## [Requirement]
Print this span of the material below exactly: the line with "context.fill(path, 'evenodd');", the line with "stroke(building, '#cfe3fa', 2);", and every line between them, but nothing else.

## [Excerpted data]

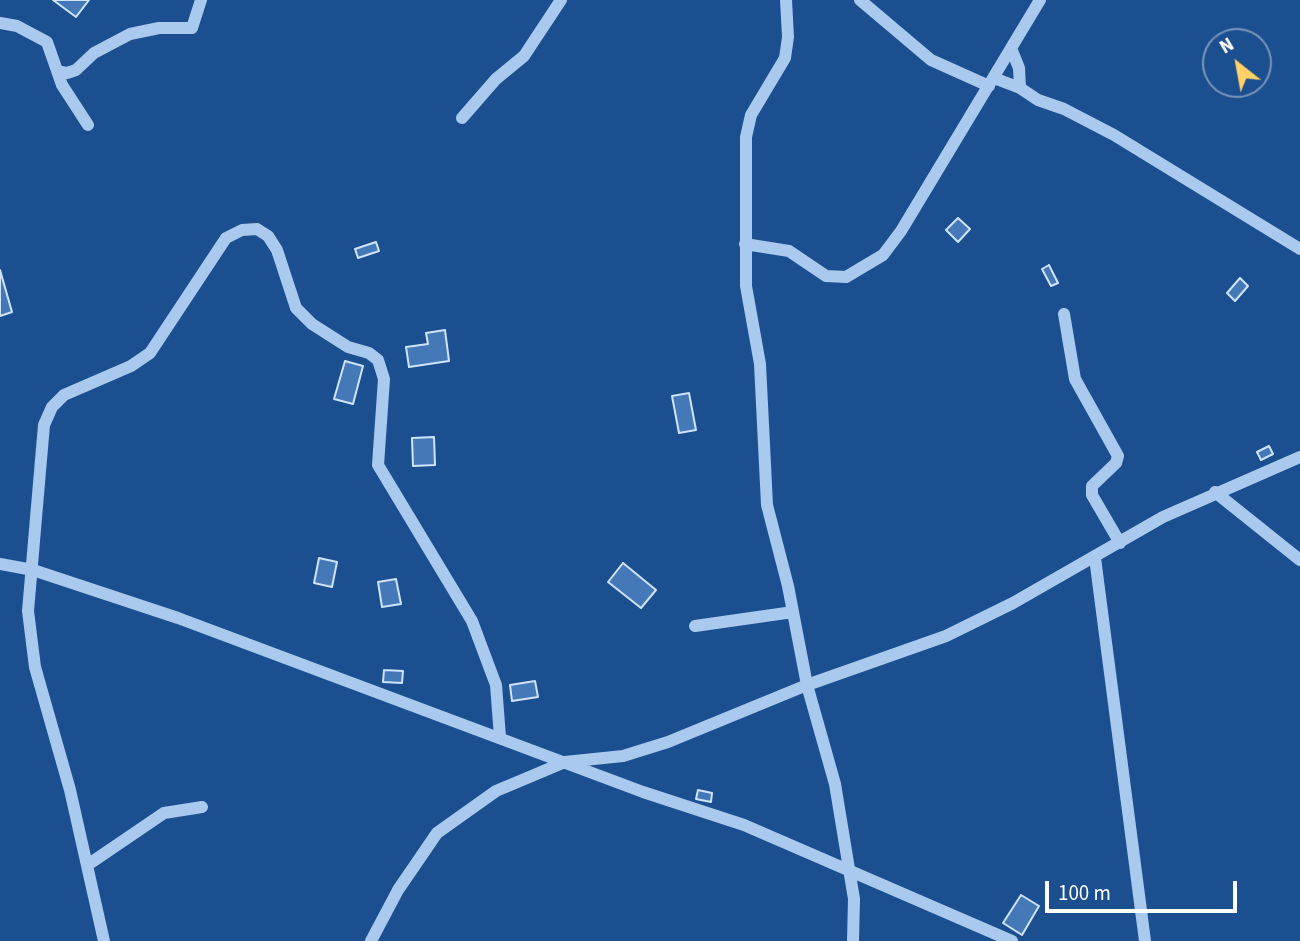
<!DOCTYPE html>
<html>
<head>
<meta charset="utf-8">
<style>
  body { margin:0 }
  #map { position:relative; width:1300px; height:941px; overflow:hidden; background:#1b4f8f; font-family:"Source Sans 3",sans-serif }
  canvas { display:block }
  .north { position:absolute; left:1202px; top:28px; width:70px; height:70px; box-sizing:border-box; background:#1b4f8f; border:2px solid #7695bc; border-radius:50%; rotate:329deg; font-size:19px; font-weight:700; line-height:28px; text-align:center; color:#fff }
  .north::after { content:''; display:block; margin:auto; width:24px; height:32px; background:#ffd166; clip-path:polygon(50% 0,100% 100%,50% 72%,0 100%) }
  .scale { position:absolute; left:1045px; top:881px; width:192px; height:32px; box-sizing:border-box; border:4px solid #fff; border-top:0; padding-left:9px; font-size:21px; line-height:24px; white-space:nowrap; color:#fff; -webkit-text-stroke:5px #1b4f8f; paint-order:stroke }
</style>
</head>
<body>
<div id="map">
<canvas width="1300" height="941"></canvas>
<div class="north">N</div>
<div class="scale">100 m</div>
</div>
<script>
const context = document.querySelector('canvas').getContext('2d');
context.lineJoin = 'round';
function paint(path, color) {
  context.fillStyle = color;
  context.fill(path, 'evenodd');
}
function toPath(rows) {
  const path = new Path2D();
  for (const r of rows) {
    path.moveTo(r[0], r[1]);
    for (let i = 2; i < r.length; i += 2) path.lineTo(r[i], r[i + 1]);
  }
  return path;
}
function stroke(path, color, width, dash) {
  context.strokeStyle = color;
  context.lineWidth = width;
  context.lineCap = dash ? 'butt' : 'round';
  context.setLineDash(dash || []);
  context.stroke(path);
}
const building = toPath([
  [53,0,89,0,76,17,53,0],
  [958,218,970,229,958,242,946,230,958,218],
  [376,242,379,251,358,258,355,249,376,242],
  [1049,265,1058,283,1051,286,1042,269,1049,265],
  [0,270,12,312,0,316,0,270],
  [1240,278,1248,286,1235,301,1227,293,1240,278],
  [445,330,449,361,409,367,406,347,428,344,426,333,445,330],
  [345,361,363,366,353,404,334,399,345,361],
  [689,393,696,430,679,433,672,396,689,393],
  [434,437,435,465,413,466,412,438,434,437],
  [1269,446,1273,454,1261,460,1257,452,1269,446],
  [319,558,337,562,332,587,314,583,319,558],
  [623,563,656,590,641,608,608,582,623,563],
  [396,579,401,604,382,607,378,582,396,579],
  [384,670,403,671,402,683,383,682,384,670],
  [535,681,538,697,512,701,510,685,535,681],
  [698,790,712,793,711,802,696,799,698,790],
  [1021,895,1039,906,1022,935,1003,923,1021,895]
]);
paint(building, '#4478b7');
stroke(building, '#cfe3fa', 2);
stroke(toPath([
  [786,0,788,37,785,58,751,115,746,137,746,286,760,364,767,505,788,586,807,685,835,784,854,899,853,941],
  [860,0,931,60,989,86],
  [0,23,17,26,47,42,62,85,88,125],
  [1011,48,1019,68,1020,88],
  [58,71,67,73,76,70,94,53,130,34,159,28,192,28,201,0],
  [994,78,1020,88,1038,100,1064,109,1114,135,1300,249],
  [462,118,496,79,524,56,561,0],
  [745,244,789,251,826,276,846,277,883,255,901,231,1040,0],
  [1064,314,1075,379,1118,456,1116,463,1092,486,1092,495,1120,543],
  [1215,492,1300,560],
  [1095,558,1145,941],
  [0,564,33,570,178,618,643,792,744,825,1012,941],
  [695,626,793,612],
  [89,864,164,813,202,807],
  [104,941,70,790,35,667,28,611,44,425,52,407,64,395,131,366,150,353,226,238,242,230,257,229,268,236,277,250,296,308,312,324,348,347,369,353,378,360,384,379,378,465,472,621,496,685,500,737],
  [371,941,398,890,437,833,496,791,565,762,623,756,668,742,807,685,946,636,1013,603,1163,517,1300,457]
]), '#a9c9ee', 12);
</script>
</body>
</html>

## [Solved exercise]
  context.fill(path, 'evenodd');
}
function toPath(rows) {
  const path = new Path2D();
  for (const r of rows) {
    path.moveTo(r[0], r[1]);
    for (let i = 2; i < r.length; i += 2) path.lineTo(r[i], r[i + 1]);
  }
  return path;
}
function stroke(path, color, width, dash) {
  context.strokeStyle = color;
  context.lineWidth = width;
  context.lineCap = dash ? 'butt' : 'round';
  context.setLineDash(dash || []);
  context.stroke(path);
}
const building = toPath([
  [53,0,89,0,76,17,53,0],
  [958,218,970,229,958,242,946,230,958,218],
  [376,242,379,251,358,258,355,249,376,242],
  [1049,265,1058,283,1051,286,1042,269,1049,265],
  [0,270,12,312,0,316,0,270],
  [1240,278,1248,286,1235,301,1227,293,1240,278],
  [445,330,449,361,409,367,406,347,428,344,426,333,445,330],
  [345,361,363,366,353,404,334,399,345,361],
  [689,393,696,430,679,433,672,396,689,393],
  [434,437,435,465,413,466,412,438,434,437],
  [1269,446,1273,454,1261,460,1257,452,1269,446],
  [319,558,337,562,332,587,314,583,319,558],
  [623,563,656,590,641,608,608,582,623,563],
  [396,579,401,604,382,607,378,582,396,579],
  [384,670,403,671,402,683,383,682,384,670],
  [535,681,538,697,512,701,510,685,535,681],
  [698,790,712,793,711,802,696,799,698,790],
  [1021,895,1039,906,1022,935,1003,923,1021,895]
]);
paint(building, '#4478b7');
stroke(building, '#cfe3fa', 2);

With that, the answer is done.